Ma se hai paura di farlo, scendi con Pura, tuo servo
(Giudici 7:10)
Ancor prima di affrontare i nemici sul campo di battaglia, Gedeone dovette sconfiggere le sue paure interiori, dominare un paralizzante senso d'incapacità. La stessa pavida timidezza di questo antico giudice israelita costituisce ancora un impedimento nella vita di tanti credenti. Il Signore però sa aspettarci nelle nostre insicurezze, non ci disprezza né rigetta per la nostra debolezza umana. Egli ci chiama comunque a scendere in campo, a combattere le buone battaglie della fede contro l'idolatria, l'orgoglio e ogni forma di peccato. Le Scritture insegnano che essere credenti coraggiosi non equivale a mostrarsi esenti da timori o dubbi, ma significa confessare le proprie paure a Colui che ci dà forza e lasciarsi smuovere dal Signore che ci rende vittoriosi con la Sua potenza.

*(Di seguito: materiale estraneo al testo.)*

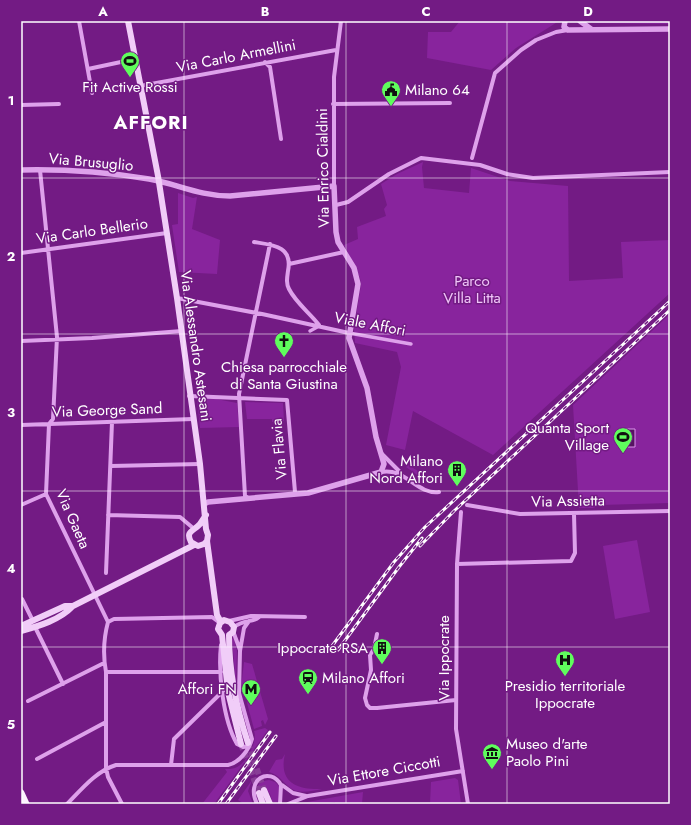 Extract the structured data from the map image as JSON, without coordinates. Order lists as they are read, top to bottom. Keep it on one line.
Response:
{"streets":{"main road":["Via Alessandro Astesani"],"street":["Via Carlo Armellini","Via Brusuglio","Via Enrico Cialdini","Via Carlo Bellerio","Viale Affori","Via George Sand","Via Flavia","Via Assietta","Via Gaeta","Via Ippocrate","Via Ettore Ciccotti"]},"crossings":[["Via Carlo Armellini","Via Enrico Cialdini"],["Via Carlo Armellini","Via Alessandro Astesani"],["Via Brusuglio","Via Enrico Cialdini"],["Via Brusuglio","Via Alessandro Astesani"],["Via Brusuglio","Via Gaeta"],["Via Enrico Cialdini","Viale Affori"],["Via Carlo Bellerio","Via Alessandro Astesani"],["Via Carlo Bellerio","Via Gaeta"],["Via Alessandro Astesani","Via George Sand"],["Via George Sand","Via Gaeta"],["Via Ippocrate","Via Ettore Ciccotti"]],"districts":["AFFORI"],"parks":["Parco Villa Litta"],"places":{"sports":["Fit Active Rossi","Quanta Sport Village"],"public building":["Milano 64"],"church":["Chiesa parrocchiale di Santa Giustina"],"building":["Milano Nord Affori","Ippocrate RSA"],"hospital":["Presidio territoriale Ippocrate"],"station":["Milano Affori"],"metro station":["Affori FN"],"museum":["Museo d'arte Paolo Pini"]},"grid":{"columns":["A","B","C","D"],"rows":["1","2","3","4","5"]}} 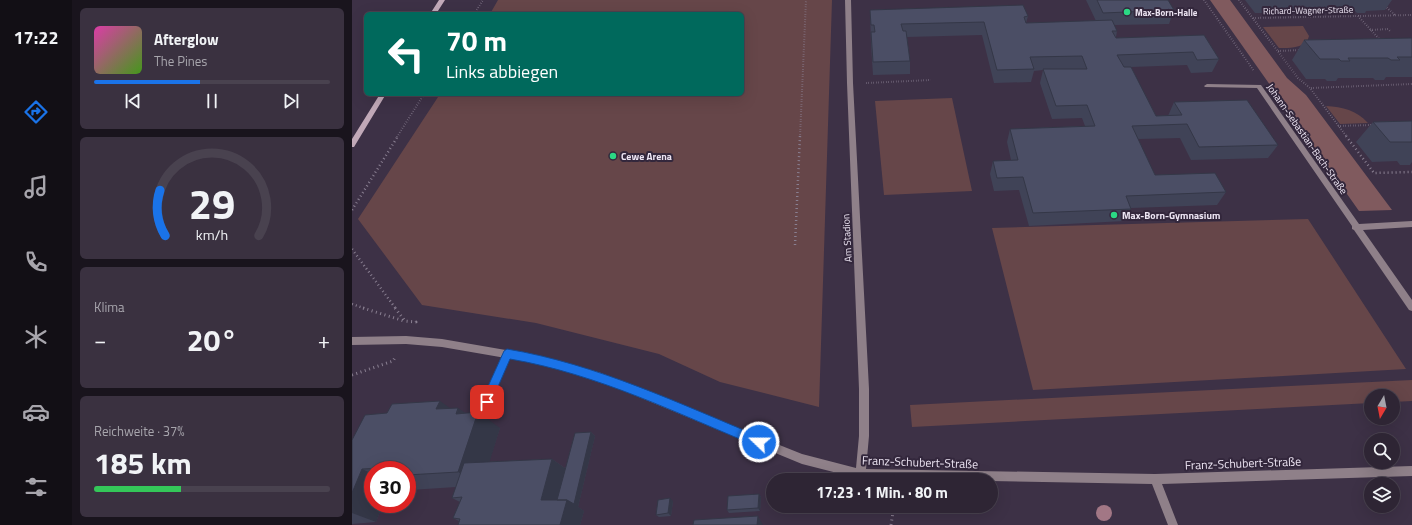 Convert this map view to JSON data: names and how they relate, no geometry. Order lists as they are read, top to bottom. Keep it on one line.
{"streets":{"street":["Johann-Sebastian-Bach-Straße","Am Stadion","Franz-Schubert-Straße"],"path":["Richard-Wagner-Straße"]},"places":["Max-Born-Halle","Cewe Arena","Max-Born-Gymnasium"],"north":"bottom","page":{"tabs":"17:22","turn":["70 m","Links abbiegen"],"song":["Afterglow","The Pines"],"tile":["Klima",["Reichweite · 37%","185 km"]],"heat":["−","20°","+"],"limit":"30","trip":"17:23 · 1 Min. · 80 m","gauge":["29","km/h"]}} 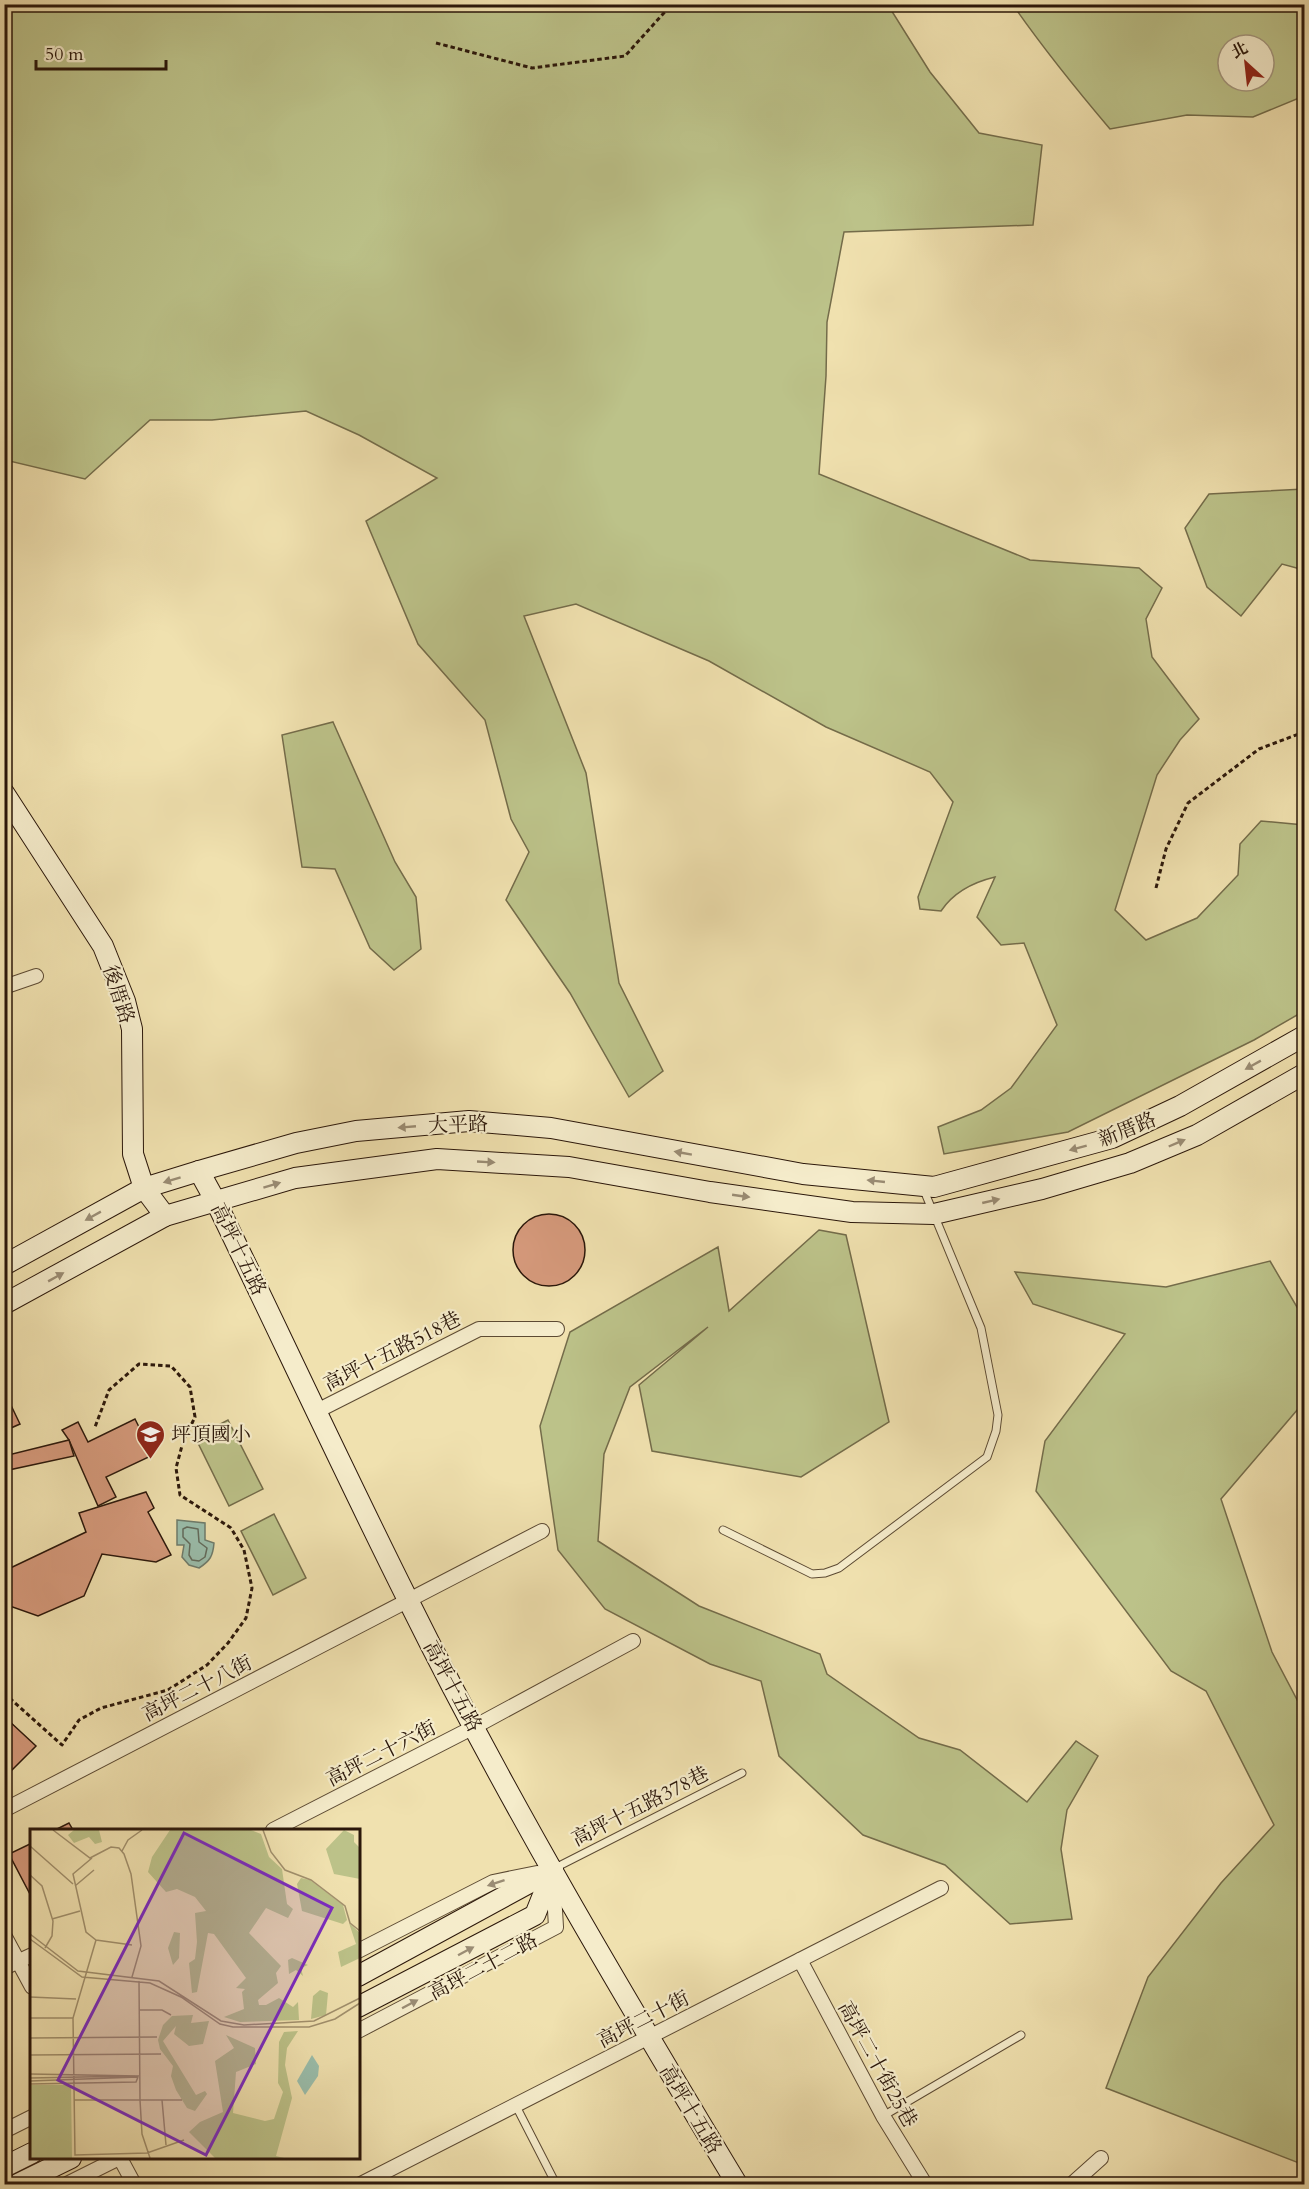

Perciò, dinanzi a quanto avversa l'opera Sua, sappi che il Signore non ti biasima per quante preoccupazioni possono farti tentennare. Tuttavia ti dice di esporti ugualmente confidando in Lui, incoraggiato anche dai sostegni umani che Egli vorrà indicarti. Coraggio: con te scenderà sul campo non qualche tuo servo, bensì il nostro divino Redentore!